Il diritto va apprezzato per la sua funzione di gestore dei conflitti, e il diritto canonico in modo particolare per la sua funzione di strumento per la salvezza delle anime. Qualcuno forse pensa che il diritto canonico possa essere un ostacolo per l’esercizio dei carismi, e talvolta si preferisce seguire strade tortuose invece di quelle impostate dal diritto. Qualche esperienza ecclesiale si mostra talvolta allergica al linguaggio del diritto, che parla di diritti e di doveri trasparenti e chiari, perché teme che questo possa spegnere la vitalità dei carismi.

Tutti i fondatori delle esperienze ecclesiali hanno dovuto scegliere fra la libertà dell’inizio e l’istituzionalizzazione della crescita. Questa è l’origine delle Regole e degli Statuti che da sempre – non senza conflitti e sofferenze – caratterizzano la specificità della vita delle differenti comunità religiose. Le diversità di carismi si riflettono nella pluralità di regole proprie. Per il diritto canonico queste diversità ormai millenarie si concretizzano in poche forme tipiche, alle quali corrispondono proprie regole generali e particolari: le prelature personali, le associazioni pubbliche e le associazioni private, gli istituti di vita consacrata e le società di vita apostolica. La scelta della struttura determina anche il grado di autonomia e il livello di vigilanza esercitata dalle diverse autorità competenti.

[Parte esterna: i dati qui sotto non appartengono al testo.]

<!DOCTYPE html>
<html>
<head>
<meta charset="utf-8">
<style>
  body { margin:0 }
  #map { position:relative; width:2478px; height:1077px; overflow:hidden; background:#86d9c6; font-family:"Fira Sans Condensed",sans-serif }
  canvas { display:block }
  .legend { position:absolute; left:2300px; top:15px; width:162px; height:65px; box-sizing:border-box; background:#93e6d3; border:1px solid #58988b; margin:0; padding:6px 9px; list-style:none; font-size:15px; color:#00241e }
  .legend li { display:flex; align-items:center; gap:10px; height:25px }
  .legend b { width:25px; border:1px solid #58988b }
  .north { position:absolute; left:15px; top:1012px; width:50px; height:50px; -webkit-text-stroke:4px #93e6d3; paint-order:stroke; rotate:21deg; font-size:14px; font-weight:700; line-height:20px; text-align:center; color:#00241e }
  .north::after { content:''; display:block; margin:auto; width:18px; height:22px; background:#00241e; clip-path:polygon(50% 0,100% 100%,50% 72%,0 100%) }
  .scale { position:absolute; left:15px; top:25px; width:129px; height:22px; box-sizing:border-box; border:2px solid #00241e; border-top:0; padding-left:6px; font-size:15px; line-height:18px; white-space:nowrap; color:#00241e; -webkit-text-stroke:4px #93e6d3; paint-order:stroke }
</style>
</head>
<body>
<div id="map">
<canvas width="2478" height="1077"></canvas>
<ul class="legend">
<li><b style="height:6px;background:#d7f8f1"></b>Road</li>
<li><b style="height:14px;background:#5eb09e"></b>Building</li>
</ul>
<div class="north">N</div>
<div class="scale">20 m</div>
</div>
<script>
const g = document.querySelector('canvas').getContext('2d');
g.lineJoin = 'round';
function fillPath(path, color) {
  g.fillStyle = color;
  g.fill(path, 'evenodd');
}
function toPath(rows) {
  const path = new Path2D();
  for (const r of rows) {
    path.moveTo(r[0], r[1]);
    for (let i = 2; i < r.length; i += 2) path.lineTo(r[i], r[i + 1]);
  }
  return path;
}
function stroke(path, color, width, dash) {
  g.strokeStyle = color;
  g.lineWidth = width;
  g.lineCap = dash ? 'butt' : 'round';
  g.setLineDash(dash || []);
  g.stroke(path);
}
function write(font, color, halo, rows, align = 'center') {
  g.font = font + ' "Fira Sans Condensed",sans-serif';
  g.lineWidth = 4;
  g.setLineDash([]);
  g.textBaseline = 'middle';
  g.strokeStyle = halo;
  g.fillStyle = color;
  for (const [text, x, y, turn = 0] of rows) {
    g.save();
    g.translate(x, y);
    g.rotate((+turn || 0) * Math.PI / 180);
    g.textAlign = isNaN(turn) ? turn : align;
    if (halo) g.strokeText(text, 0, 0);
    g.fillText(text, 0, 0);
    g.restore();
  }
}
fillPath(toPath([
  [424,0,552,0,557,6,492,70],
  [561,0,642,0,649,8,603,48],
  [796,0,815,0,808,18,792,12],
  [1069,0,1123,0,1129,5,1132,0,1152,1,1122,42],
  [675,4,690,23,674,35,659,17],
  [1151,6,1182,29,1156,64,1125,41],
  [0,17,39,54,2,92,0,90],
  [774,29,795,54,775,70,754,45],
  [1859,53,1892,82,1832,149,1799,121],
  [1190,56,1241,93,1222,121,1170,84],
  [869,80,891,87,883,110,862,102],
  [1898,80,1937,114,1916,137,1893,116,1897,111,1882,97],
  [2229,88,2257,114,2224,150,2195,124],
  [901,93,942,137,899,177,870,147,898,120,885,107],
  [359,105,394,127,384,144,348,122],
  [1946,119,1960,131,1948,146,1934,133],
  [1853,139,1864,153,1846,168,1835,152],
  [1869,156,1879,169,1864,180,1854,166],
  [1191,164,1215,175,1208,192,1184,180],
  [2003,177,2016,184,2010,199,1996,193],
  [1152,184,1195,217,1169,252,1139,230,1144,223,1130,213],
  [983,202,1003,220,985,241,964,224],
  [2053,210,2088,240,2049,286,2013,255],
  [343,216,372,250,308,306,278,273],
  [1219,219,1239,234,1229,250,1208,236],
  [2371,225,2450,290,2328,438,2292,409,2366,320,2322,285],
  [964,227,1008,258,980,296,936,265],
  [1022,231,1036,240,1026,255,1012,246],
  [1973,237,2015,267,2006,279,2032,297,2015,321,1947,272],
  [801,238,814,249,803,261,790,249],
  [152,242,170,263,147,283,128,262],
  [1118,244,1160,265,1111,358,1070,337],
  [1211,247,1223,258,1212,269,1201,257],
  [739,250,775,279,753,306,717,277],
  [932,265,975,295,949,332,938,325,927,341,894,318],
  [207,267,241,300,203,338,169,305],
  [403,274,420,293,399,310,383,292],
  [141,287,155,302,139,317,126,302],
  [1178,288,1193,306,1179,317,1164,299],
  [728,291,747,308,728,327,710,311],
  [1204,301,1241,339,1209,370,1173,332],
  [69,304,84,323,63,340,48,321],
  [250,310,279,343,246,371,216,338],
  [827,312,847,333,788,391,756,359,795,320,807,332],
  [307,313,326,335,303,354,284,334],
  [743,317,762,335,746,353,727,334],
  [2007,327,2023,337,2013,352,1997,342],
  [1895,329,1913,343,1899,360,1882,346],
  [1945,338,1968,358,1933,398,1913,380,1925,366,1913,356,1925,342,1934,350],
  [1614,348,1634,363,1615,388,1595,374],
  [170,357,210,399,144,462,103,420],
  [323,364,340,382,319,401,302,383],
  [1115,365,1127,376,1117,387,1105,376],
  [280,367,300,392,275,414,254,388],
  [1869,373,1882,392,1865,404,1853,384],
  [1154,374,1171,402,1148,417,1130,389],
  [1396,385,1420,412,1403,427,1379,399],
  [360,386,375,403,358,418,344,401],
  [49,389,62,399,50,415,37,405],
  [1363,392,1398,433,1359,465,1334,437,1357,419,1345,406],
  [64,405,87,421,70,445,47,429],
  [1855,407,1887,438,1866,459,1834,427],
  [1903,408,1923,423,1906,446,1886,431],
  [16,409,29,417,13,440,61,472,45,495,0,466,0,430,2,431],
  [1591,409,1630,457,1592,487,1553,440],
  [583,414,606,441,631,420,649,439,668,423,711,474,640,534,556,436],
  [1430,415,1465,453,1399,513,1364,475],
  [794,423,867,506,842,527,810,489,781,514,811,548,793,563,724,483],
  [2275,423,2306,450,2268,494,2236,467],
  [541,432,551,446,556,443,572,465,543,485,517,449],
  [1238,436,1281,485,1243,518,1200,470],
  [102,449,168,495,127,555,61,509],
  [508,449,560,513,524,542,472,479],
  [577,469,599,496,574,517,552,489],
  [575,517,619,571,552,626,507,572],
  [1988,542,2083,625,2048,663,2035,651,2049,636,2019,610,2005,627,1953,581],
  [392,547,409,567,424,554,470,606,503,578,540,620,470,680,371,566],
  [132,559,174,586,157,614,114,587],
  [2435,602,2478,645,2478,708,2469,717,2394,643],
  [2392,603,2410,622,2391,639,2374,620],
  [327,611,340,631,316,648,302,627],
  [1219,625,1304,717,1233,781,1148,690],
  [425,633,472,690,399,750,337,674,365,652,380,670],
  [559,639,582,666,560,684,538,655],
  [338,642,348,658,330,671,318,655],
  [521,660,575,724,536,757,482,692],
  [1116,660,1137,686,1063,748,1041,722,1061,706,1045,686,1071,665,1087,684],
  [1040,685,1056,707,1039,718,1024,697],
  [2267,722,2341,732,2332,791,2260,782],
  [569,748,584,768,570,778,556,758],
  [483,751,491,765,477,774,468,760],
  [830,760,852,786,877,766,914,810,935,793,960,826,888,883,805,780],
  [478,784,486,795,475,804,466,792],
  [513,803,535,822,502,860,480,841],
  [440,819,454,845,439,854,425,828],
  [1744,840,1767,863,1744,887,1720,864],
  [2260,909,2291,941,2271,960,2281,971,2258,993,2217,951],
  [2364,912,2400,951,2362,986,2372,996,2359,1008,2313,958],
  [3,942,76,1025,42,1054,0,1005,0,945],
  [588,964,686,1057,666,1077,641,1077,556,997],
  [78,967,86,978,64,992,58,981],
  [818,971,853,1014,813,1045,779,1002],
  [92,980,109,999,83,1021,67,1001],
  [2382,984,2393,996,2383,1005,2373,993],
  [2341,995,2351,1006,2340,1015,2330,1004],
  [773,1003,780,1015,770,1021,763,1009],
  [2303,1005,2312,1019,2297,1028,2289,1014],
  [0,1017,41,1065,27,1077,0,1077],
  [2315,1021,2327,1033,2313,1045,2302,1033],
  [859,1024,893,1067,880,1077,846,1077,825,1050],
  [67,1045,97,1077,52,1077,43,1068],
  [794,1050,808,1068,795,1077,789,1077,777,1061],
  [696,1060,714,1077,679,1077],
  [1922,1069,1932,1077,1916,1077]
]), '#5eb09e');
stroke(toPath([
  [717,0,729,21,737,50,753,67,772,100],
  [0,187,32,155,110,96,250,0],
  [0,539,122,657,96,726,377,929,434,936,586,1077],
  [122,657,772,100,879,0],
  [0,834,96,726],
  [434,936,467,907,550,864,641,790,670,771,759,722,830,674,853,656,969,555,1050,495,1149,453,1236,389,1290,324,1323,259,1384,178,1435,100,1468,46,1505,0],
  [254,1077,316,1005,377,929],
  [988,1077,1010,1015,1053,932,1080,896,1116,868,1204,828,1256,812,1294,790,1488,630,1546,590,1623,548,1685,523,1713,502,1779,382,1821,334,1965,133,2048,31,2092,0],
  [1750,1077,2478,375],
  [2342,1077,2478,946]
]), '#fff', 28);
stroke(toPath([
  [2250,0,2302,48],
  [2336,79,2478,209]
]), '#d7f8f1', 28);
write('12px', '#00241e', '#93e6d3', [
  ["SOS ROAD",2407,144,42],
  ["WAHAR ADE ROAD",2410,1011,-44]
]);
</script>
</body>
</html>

Da questo punto di vista, Bose è avvolta nel mistero. La mancanza di questa informazione propedeutica blocca sul nascere ogni possibile efficace ragionamento giuridicamente rilevante. E’ ovvio che le regole previste per una  “associazione privata di fedeli di diritto diocesano” (ipotesi suffragata ad esempio qui), non corrispondono a quelle stabilite per un “istituto di vita consacrata” (ipotesi suggerita dal comune accostamento delle comunità di Bose a comunità monastiche). La reticenza dimostrata da tutti gli interessati a rivelare con esattezza quali siano le regole seguite da questa comunità non deputa a vantaggio della necessaria trasparenza che dovrebbe essere garantita di fronte a fatti di pubblica e comune rilevanza.

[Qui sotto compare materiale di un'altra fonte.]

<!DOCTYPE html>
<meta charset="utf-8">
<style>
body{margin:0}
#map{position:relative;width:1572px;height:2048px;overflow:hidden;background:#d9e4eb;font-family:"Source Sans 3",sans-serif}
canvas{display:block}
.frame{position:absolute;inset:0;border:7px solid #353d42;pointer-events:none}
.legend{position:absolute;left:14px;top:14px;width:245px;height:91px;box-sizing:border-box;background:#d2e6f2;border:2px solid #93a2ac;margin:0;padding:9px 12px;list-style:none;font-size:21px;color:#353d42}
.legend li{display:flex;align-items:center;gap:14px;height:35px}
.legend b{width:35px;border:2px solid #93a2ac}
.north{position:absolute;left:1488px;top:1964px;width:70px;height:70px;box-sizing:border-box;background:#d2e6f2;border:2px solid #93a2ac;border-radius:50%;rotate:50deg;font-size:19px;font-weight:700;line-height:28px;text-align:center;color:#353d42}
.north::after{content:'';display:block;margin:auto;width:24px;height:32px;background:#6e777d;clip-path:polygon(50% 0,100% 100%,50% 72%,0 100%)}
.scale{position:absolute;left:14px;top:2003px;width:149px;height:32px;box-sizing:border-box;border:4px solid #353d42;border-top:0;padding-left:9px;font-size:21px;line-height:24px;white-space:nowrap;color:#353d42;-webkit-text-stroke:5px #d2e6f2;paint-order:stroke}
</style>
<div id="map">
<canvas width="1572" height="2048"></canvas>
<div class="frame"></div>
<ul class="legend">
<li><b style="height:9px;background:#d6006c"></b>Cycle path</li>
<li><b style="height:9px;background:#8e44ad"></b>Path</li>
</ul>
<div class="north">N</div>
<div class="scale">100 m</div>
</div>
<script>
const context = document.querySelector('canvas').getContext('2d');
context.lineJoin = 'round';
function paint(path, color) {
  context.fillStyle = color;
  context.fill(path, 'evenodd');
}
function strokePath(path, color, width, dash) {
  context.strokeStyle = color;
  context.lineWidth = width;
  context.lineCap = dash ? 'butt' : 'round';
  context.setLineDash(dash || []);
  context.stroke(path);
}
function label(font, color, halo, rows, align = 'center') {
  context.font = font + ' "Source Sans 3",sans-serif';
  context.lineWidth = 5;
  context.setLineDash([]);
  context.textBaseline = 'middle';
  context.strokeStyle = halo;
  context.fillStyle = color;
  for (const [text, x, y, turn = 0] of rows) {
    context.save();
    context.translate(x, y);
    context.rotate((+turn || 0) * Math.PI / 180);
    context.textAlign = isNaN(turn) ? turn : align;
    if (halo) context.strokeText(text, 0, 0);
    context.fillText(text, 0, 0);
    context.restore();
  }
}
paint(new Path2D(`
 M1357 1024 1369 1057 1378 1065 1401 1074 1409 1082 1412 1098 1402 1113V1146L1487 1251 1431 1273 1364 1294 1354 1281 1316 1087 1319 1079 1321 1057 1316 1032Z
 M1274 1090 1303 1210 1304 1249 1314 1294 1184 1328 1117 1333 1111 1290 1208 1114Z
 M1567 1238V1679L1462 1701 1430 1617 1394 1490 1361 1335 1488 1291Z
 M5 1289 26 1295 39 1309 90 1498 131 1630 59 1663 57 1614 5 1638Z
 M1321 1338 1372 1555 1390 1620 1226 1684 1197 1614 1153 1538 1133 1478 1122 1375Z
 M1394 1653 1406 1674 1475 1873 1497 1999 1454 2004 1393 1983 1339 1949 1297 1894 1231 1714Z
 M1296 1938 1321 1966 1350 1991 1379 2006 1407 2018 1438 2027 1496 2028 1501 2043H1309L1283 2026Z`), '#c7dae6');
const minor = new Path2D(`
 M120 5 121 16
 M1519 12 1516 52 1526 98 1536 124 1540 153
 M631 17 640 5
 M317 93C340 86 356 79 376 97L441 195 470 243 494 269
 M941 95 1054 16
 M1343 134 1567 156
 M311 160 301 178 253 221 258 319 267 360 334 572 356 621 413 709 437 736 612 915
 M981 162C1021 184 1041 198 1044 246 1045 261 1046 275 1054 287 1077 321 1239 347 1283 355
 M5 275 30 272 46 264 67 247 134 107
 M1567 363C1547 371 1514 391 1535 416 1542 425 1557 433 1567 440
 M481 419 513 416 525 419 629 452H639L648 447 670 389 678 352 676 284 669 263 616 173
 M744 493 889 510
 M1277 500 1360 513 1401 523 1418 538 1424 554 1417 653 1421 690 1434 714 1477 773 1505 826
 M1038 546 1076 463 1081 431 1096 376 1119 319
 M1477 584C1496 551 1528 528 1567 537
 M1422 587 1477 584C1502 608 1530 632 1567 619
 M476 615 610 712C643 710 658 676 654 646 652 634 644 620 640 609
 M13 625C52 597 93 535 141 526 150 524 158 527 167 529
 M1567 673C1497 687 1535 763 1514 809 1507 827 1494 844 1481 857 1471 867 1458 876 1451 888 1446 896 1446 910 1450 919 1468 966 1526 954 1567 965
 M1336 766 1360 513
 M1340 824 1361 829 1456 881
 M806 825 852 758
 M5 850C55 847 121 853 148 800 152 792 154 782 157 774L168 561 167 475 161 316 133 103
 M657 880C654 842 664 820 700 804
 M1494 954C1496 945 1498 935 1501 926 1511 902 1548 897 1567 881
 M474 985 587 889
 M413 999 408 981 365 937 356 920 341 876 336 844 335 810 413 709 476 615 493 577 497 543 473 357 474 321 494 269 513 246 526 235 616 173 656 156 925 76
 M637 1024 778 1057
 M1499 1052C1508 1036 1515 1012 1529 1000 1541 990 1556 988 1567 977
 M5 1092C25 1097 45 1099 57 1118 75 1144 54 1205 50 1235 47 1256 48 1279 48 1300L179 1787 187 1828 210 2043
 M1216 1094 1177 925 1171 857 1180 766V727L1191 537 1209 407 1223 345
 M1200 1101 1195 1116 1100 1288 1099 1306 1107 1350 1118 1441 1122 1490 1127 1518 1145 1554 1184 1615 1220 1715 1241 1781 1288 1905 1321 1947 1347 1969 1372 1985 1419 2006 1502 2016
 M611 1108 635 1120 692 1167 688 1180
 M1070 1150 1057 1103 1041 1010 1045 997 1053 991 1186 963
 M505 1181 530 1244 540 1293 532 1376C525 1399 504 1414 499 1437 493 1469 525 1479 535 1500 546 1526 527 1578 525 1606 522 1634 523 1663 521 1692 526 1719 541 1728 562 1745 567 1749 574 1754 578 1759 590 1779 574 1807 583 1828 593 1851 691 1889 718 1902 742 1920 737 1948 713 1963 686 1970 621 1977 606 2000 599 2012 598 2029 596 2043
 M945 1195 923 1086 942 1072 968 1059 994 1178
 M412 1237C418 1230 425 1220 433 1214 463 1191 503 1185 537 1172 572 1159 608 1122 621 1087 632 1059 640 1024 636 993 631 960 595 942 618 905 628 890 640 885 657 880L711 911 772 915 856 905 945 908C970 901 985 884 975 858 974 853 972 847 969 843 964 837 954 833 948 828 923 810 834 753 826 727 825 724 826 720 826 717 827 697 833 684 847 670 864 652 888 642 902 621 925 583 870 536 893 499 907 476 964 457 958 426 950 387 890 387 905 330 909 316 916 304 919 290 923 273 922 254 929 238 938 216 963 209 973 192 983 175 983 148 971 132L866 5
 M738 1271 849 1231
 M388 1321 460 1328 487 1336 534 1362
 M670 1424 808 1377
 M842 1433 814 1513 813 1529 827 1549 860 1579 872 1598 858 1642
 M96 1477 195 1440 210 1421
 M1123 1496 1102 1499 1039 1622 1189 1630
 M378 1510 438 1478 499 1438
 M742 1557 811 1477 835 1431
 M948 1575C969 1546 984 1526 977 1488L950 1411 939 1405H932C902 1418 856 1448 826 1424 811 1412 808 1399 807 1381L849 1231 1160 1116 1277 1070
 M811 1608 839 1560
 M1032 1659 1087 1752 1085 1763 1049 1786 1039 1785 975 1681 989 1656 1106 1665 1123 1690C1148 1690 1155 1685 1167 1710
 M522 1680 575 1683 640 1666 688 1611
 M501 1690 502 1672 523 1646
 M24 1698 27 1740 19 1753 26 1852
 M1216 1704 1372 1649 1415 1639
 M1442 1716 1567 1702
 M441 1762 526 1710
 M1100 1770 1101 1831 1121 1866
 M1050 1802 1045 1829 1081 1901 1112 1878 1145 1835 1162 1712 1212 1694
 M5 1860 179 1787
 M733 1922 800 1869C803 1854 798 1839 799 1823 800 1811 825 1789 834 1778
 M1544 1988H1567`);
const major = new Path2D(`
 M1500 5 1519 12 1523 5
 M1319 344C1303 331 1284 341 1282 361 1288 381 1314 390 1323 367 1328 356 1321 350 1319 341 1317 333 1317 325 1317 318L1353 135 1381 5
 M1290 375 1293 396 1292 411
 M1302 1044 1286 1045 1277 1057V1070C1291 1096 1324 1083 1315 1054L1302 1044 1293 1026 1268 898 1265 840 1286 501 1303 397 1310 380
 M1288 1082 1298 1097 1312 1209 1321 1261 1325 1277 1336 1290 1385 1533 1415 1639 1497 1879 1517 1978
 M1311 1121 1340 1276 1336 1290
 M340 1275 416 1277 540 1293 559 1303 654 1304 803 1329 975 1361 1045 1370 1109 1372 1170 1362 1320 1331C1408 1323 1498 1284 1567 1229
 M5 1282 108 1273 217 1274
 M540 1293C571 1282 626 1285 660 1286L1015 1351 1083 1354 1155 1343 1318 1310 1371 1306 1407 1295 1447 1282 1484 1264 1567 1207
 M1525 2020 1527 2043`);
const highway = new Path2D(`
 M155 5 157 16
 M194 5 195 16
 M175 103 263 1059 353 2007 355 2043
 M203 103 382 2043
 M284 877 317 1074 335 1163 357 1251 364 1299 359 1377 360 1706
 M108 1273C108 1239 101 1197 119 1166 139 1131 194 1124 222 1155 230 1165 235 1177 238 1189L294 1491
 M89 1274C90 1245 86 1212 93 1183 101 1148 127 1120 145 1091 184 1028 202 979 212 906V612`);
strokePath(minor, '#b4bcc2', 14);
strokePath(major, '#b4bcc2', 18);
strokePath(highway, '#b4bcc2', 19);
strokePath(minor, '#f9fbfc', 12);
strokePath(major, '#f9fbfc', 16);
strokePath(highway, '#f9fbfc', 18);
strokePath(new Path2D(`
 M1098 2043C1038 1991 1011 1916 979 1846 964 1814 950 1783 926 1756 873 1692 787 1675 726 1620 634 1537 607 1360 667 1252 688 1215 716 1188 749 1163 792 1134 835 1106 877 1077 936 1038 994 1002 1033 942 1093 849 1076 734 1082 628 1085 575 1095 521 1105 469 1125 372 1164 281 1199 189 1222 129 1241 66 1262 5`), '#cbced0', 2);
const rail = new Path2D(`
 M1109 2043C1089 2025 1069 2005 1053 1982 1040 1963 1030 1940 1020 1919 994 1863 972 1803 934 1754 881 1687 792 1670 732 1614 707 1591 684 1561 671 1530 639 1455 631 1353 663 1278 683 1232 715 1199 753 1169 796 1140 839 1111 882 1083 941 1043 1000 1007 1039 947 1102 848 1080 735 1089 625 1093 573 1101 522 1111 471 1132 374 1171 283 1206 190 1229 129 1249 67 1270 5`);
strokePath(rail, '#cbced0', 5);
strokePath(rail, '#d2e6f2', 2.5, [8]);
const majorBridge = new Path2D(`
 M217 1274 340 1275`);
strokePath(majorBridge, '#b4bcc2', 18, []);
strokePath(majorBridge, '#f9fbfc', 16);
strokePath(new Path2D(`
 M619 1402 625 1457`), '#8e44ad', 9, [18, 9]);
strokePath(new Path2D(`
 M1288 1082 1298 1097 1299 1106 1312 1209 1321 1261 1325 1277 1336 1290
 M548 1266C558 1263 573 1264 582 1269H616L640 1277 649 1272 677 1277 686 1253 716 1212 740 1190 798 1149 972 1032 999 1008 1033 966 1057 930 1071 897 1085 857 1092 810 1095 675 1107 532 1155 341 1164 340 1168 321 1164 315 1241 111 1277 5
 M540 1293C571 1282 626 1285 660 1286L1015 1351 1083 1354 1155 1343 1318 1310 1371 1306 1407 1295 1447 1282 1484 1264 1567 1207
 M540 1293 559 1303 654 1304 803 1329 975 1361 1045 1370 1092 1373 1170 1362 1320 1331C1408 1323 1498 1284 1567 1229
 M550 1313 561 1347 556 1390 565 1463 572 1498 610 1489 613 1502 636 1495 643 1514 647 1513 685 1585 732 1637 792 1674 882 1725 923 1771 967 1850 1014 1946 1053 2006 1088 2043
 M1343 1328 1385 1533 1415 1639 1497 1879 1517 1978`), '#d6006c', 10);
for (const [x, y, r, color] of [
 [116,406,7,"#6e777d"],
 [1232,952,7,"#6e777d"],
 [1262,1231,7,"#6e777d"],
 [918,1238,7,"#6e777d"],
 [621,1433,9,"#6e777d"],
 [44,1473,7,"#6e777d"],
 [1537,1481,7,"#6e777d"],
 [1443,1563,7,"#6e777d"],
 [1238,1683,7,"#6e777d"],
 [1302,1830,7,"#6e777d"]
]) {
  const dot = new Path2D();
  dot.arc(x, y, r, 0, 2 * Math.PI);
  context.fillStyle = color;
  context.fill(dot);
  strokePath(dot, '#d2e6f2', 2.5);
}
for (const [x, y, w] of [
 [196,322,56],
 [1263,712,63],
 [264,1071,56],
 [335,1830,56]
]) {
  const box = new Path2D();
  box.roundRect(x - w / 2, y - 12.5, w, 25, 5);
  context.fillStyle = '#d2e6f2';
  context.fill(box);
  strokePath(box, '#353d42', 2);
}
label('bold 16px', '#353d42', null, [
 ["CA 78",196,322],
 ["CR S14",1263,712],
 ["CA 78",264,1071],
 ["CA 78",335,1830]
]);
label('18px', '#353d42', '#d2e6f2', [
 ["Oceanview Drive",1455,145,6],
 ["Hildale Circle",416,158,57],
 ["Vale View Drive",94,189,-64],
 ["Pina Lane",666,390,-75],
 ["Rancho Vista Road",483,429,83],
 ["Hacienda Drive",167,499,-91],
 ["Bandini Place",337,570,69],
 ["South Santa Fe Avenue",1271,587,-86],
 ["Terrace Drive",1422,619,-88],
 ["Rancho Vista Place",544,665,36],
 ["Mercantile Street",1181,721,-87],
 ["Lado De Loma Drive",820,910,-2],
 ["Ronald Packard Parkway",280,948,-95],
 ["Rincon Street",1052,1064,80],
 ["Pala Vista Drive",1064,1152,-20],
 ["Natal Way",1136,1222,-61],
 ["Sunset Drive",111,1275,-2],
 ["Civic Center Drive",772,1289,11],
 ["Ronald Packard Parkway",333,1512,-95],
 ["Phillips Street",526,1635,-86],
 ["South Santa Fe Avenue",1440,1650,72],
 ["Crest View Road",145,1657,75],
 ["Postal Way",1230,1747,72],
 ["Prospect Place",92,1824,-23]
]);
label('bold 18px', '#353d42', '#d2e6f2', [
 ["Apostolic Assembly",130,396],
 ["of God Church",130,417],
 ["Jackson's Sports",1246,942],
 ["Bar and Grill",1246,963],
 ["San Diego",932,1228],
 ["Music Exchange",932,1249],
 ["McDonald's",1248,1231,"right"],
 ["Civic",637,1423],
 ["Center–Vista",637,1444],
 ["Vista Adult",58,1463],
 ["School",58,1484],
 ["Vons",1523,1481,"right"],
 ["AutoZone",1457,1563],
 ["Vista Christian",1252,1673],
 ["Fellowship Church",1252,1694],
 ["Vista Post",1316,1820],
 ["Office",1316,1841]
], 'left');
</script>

Qui vorrei aprire una parentesi. Qualcuno pensa che la vicenda di Bose sia un fatto privato che coinvolge solo i diretti interessati. Come dire: “i panni sporchi si lavano in casa”, ma la casa di Bose non può non essere la casa comune. Soprattutto se essa ha deciso di rendere pubblico il proprio travaglio interno. Il diritto canonico segue un antico e saggio precetto: “Quod omnes tangit ab omnibus approbari debet”, che – al di là delle considerazioni più tecniche – rinvia al principio di parresia, tanto caro a papa Francesco. Senza parresia non c’è diritto.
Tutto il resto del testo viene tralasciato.